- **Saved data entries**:
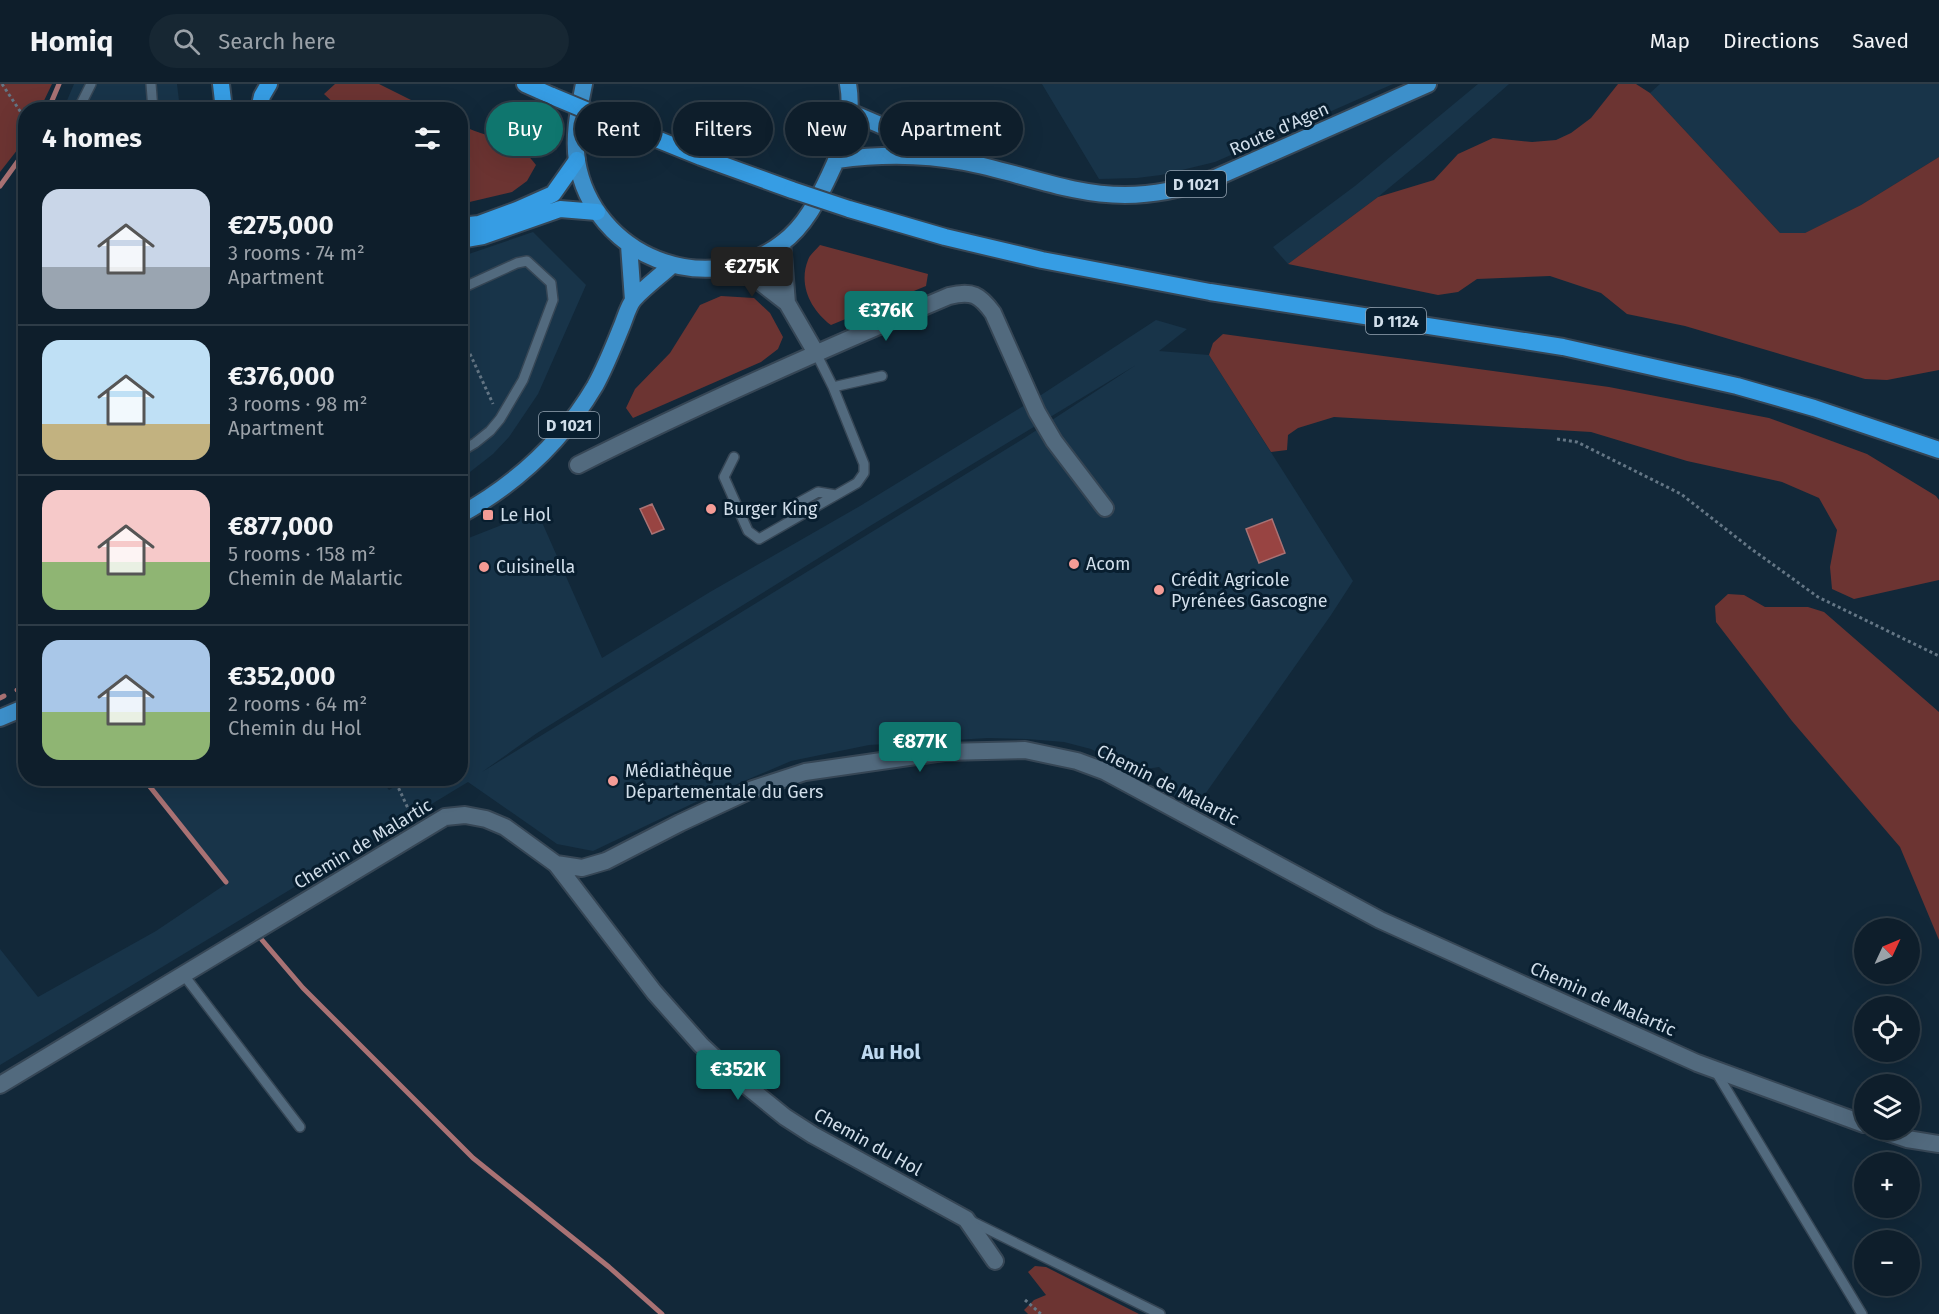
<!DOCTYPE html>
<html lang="en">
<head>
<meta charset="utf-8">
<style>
	body { margin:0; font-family:"Fira Sans",sans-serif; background:#172733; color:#f1f3f6; height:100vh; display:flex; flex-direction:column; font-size:22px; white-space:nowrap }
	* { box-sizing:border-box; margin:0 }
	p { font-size:20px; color:#9ba2a9 }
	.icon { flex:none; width:33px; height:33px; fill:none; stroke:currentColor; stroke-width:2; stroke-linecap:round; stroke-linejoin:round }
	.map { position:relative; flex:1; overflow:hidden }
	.details { position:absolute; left:18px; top:18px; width:450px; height:684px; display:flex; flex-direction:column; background:#0e1e2b; border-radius:24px; box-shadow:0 6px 24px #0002,0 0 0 2px #2e3c47 }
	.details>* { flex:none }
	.hud { position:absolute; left:486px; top:18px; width:570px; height:54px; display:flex; gap:12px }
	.needle { width:39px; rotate:46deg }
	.fabs { position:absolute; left:1854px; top:834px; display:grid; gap:12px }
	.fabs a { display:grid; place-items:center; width:66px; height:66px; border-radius:50%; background:#0e1e2b; box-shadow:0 6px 24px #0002,0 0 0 2px #2e3c47; font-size:30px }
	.price { position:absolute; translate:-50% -51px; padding:0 14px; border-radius:6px; background:#0f766e; color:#fff; font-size:20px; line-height:39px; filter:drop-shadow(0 2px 3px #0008) }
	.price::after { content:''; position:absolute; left:50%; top:36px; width:18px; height:14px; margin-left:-9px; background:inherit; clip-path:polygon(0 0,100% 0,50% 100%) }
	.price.current { background:#222; color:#fff }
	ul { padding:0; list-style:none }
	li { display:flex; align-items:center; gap:18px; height:150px; padding:0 24px }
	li+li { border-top:2px solid #2e3c47 }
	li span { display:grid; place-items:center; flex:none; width:168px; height:120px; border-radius:18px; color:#555 }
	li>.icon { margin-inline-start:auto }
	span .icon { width:72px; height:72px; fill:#fffc; stroke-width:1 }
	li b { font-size:26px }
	h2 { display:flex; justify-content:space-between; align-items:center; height:72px; padding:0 24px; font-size:26px }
	.tag { padding:0 21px; border-radius:27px; background:#0e1e2b; box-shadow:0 6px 24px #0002,0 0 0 2px #2e3c47; font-size:21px; line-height:54px }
	.tag.current { background:#0f766e; color:#fff }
	header { display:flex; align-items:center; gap:36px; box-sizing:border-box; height:84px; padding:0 30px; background:#0e1e2b; border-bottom:2px solid #2e3c47 }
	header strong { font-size:28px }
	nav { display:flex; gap:33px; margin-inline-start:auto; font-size:21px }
	.search { width:420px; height:54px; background:#172733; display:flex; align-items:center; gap:15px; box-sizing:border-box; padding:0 21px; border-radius:33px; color:#9ba2a9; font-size:22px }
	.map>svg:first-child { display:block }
	.built { fill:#183449; fill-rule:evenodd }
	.green { fill:#6c3432 }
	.water { fill:#984442; stroke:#a97274; stroke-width:1.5 }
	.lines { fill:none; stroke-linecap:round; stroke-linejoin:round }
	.stream { stroke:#a97274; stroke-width:5 }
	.service-casing { stroke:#364655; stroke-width:12 }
	.minor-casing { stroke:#364655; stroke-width:20 }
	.primary-casing { stroke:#364655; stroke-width:20 }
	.trunk-casing { stroke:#364655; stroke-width:20 }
	.path { stroke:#647685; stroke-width:3; stroke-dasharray:3 3; stroke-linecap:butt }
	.service { stroke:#526a7e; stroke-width:9 }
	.minor { stroke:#526a7e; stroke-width:16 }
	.primary { stroke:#3d90cb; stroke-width:16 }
	.trunk { stroke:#369de4; stroke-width:16 }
	.trunk-bridge-casing { stroke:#364655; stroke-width:20; stroke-linecap:butt }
	.trunk-bridge { stroke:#369de4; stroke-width:16 }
	.poi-dot { fill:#f59c96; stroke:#081e2f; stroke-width:2 }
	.labels { text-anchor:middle; stroke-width:6; stroke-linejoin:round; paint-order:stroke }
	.shield { fill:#081e2f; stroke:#95a4b2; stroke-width:1.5 }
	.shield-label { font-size:16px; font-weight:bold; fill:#d1deea }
	.street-label { font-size:18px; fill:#d1deea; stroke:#081e2f }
	.poi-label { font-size:18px; fill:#d1deea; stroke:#081e2f; text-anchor:start }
	.neighbourhood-label { font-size:20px; font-weight:bold; fill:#bed9f0; stroke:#081e2f }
</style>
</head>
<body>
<header>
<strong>Homiq</strong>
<div class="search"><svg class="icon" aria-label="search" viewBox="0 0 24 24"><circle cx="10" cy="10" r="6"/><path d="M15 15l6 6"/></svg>Search here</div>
<nav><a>Map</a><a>Directions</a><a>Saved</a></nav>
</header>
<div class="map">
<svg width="1939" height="1230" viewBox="0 0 1939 1230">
	<rect width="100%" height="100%" fill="#122839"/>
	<path class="built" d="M74,0H177L180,25L63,26Z
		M1042,0H1393L1215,78L1161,91L1137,94L1099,95Z
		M1478,0H1509L1424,75L1378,113L1288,180L1273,163L1355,102Z
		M1660,0H1939V73L1861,121L1805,149H1780L1650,9Z
		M533,148L586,201L538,310L509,353L493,370L461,395L460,173Z
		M1156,236L1187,245L1159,267L1209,271L1353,497L1331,531L1196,723L1166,707L1170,693L1159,683L1134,687L1091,665L1064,658L1027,655L988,654L869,661L791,677L700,716L593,767L557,760L468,698L0,981V865L38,913L156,847L229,798L145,695L379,694L389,706L408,695L460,694L461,457L537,427L602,574L710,508L860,422L1038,313ZM1136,281L1026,353L482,688L537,649L870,442Z"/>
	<path class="green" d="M0,0H52L40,25L26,26L25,56L0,88Z
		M335,0H379L429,25H340L324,10Z
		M1618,0H1636L1650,9L1780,149H1805L1861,121L1939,73V286L1887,296L1865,295L1685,242L1627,230L1601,209L1550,192L1477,195L1458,208L1438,211L1288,180L1378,113L1434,96L1458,70L1493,54L1532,58L1556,56L1571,49L1591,34Z
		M461,41C488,55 516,53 536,81L527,97L512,108L461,120Z
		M820,161L928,190L926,202L831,241C811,226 798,201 808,176C810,170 816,166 820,161Z
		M721,212L754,214L770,229L783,253L778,265L761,278L633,334L626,324L635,305L670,269L700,221Z
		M1223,250L1609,303L1769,334L1867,370L1936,412L1939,416V496L1854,515L1832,505L1830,483L1837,446L1819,414L1782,398L1687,377L1591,348L1334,333L1298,344L1288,351L1287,366L1271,368L1209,271L1213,259Z
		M1728,510L1744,511L1765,523H1808L1824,528L1939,628V856L1900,763L1792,637L1716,538L1715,522Z
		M1035,1182L1046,1183L1139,1230H1028L1024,1226L1034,1216L1046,1211L1028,1188Z"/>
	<path class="water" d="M652,420L664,445L652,450L640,425Z
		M1272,435L1285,469L1259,479L1246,445Z"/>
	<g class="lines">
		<path class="stream" d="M48,26L59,0
			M0,102L26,66
			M17,606L26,603
			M0,614L4,612
			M143,694L226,798
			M262,856L303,904L473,1074L609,1183L662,1230"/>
		<defs>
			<path id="service" d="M151,0L153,26
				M78,26L91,0
				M460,205L517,179L527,177L551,199L553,216L523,296L500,335L490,347L475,359L460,368
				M833,303L882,292
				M734,373L724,393L748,447L759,455L857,399L864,389V380L833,303L816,269
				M794,435L798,419L818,408L836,411
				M183,890L300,1043
				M1716,988L1862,1230
				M971,1137L1160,1230"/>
			<path id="minor" d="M782,159L787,219
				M738,181L787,219L816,269
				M578,381C699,320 824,265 949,212C972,206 980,211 993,229L1037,328L1054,357L1105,424
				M556,780L654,908L701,961L732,990L785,1033L813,1051L966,1135L995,1177
				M0,1001L445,733L465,731L486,735L505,743L556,780L582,784L606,777L680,739L753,705L805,688L944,668L1025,666L1077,677L1104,687L1380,836L1697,979L1864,1040
				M1880,1046L1907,1055L1939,1060"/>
			<path id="primary" d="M584,0C579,25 573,51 577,77C593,172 706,217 782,159C805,142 817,117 829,92C843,63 854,33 848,0
				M850,28L950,71
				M837,76C880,70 922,70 964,78C1019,88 1069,111 1125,111C1156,111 1186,104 1215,94L1428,0
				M629,161L633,216
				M460,431C516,400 562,358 595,302C605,284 613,264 621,244C625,235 628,222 634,215C645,203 660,192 672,181
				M0,634L26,623"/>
			<path id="trunk" d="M221,0L224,26
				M525,0L552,12
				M259,26L262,12L269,0
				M607,35L701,73L792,106
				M849,125L945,153L1042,176L1210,208L1563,263L1737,302L1814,324L1939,366
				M460,142L479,140L517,126L553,110L577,76
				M460,156L483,152L560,125L597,128"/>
		</defs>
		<use href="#service" class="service-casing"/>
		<use href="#minor" class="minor-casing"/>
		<use href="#primary" class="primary-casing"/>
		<use href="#trunk" class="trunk-casing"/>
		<path class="path" d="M2,0L22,30L26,40
			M460,248L493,320
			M1557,355L1577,358L1681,410L1750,464L1818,513L1939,572
			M392,694L399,705L412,733
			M1025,1216L1041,1230"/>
		<use href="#service" class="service"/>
		<use href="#minor" class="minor"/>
		<use href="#primary" class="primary"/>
		<use href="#trunk" class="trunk"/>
		<defs>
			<path id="trunk-bridge" d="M552,12L607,35
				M792,106L849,125"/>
		</defs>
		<use href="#trunk-bridge" class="trunk-bridge-casing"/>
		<use href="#trunk-bridge" class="trunk-bridge"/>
	</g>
	<g class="poi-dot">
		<circle cx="711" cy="425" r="6"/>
		<rect x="482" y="425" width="12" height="12" rx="3"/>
		<circle cx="1074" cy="480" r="6"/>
		<circle cx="484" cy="483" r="6"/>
		<circle cx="1159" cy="506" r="6"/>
		<circle cx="613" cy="697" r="6"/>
	</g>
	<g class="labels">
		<g class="shield">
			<rect x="1166" y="87" width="60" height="26" rx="4.5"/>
			<rect x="1366" y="224" width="60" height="26" rx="4.5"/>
			<rect x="539" y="328" width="60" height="26" rx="4.5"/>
		</g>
		<g class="shield-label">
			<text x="1196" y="106">D 1021</text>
			<text x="1396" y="243">D 1124</text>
			<text x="569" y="347">D 1021</text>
		</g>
		<g class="street-label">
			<text transform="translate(1279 45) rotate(-24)" y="6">Route d'Agen</text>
			<text transform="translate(1168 701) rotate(27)" y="6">Chemin de Malartic</text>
			<text transform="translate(363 760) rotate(-31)" y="6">Chemin de Malartic</text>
			<text transform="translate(1603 915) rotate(24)" y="6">Chemin de Malartic</text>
			<text transform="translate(868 1058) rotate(29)" y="6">Chemin du Hol</text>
		</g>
		<g class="poi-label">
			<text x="723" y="431">Burger King</text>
			<text x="500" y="437">Le Hol</text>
			<text x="1086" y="486">Acom</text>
			<text x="496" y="489">Cuisinella</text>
			<text x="1171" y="502">Crédit Agricole<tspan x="1171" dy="21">Pyrénées Gascogne</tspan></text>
			<text x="625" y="693">Médiathèque<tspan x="625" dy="21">Départementale du Gers</tspan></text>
		</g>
		<g class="neighbourhood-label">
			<text x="891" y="975">Au Hol</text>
		</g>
	</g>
</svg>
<div class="fabs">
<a><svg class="needle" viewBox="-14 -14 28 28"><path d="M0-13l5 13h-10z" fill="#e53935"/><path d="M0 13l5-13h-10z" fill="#9ba2a9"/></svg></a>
<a><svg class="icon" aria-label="locate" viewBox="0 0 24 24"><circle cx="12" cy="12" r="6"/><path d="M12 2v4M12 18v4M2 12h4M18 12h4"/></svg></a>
<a><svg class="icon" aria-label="layers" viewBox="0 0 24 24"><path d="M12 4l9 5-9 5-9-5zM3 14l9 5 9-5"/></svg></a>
<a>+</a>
<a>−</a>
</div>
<b class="price current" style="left:752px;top:214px">€275K</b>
<b class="price" style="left:886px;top:258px">€376K</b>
<b class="price" style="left:920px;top:689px">€877K</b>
<b class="price" style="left:738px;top:1017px">€352K</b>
<div class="hud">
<a class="tag current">Buy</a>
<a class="tag">Rent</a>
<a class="tag">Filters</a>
<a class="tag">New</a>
<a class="tag">Apartment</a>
</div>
<section class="details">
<h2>4 homes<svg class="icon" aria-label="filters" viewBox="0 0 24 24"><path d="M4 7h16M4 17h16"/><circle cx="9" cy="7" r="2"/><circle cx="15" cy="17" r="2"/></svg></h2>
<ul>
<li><span style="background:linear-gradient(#c9d6e8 65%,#9aa5b1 0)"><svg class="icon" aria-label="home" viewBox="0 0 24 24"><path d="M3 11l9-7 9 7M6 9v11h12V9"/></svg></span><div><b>€275,000</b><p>3 rooms · 74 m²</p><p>Apartment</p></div></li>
<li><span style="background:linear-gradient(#bfe0f5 70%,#c2b280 0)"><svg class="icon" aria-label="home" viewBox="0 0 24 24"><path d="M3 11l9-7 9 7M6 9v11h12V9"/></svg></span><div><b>€376,000</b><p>3 rooms · 98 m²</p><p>Apartment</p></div></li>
<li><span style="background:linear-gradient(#f6c9c9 60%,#8fb573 0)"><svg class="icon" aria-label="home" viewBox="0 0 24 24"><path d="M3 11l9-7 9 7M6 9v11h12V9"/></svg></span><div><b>€877,000</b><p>5 rooms · 158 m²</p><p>Chemin de Malartic</p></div></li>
<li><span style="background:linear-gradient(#a9c7e8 60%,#8fb573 0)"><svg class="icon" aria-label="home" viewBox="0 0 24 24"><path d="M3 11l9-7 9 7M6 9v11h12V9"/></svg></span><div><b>€352,000</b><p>2 rooms · 64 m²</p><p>Chemin du Hol</p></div></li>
</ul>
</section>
</div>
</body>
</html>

- **Task prompt**: Copy nothing but the lines from the top of the data down to the line containing "position:relative; flex:1; overflow:hidden", and leave the pictures out.

- **Result for this task**:
<!DOCTYPE html>
<html lang="en">
<head>
<meta charset="utf-8">
<style>
	body { margin:0; font-family:"Fira Sans",sans-serif; background:#172733; color:#f1f3f6; height:100vh; display:flex; flex-direction:column; font-size:22px; white-space:nowrap }
	* { box-sizing:border-box; margin:0 }
	p { font-size:20px; color:#9ba2a9 }
	.icon { flex:none; width:33px; height:33px; fill:none; stroke:currentColor; stroke-width:2; stroke-linecap:round; stroke-linejoin:round }
	.map { position:relative; flex:1; overflow:hidden }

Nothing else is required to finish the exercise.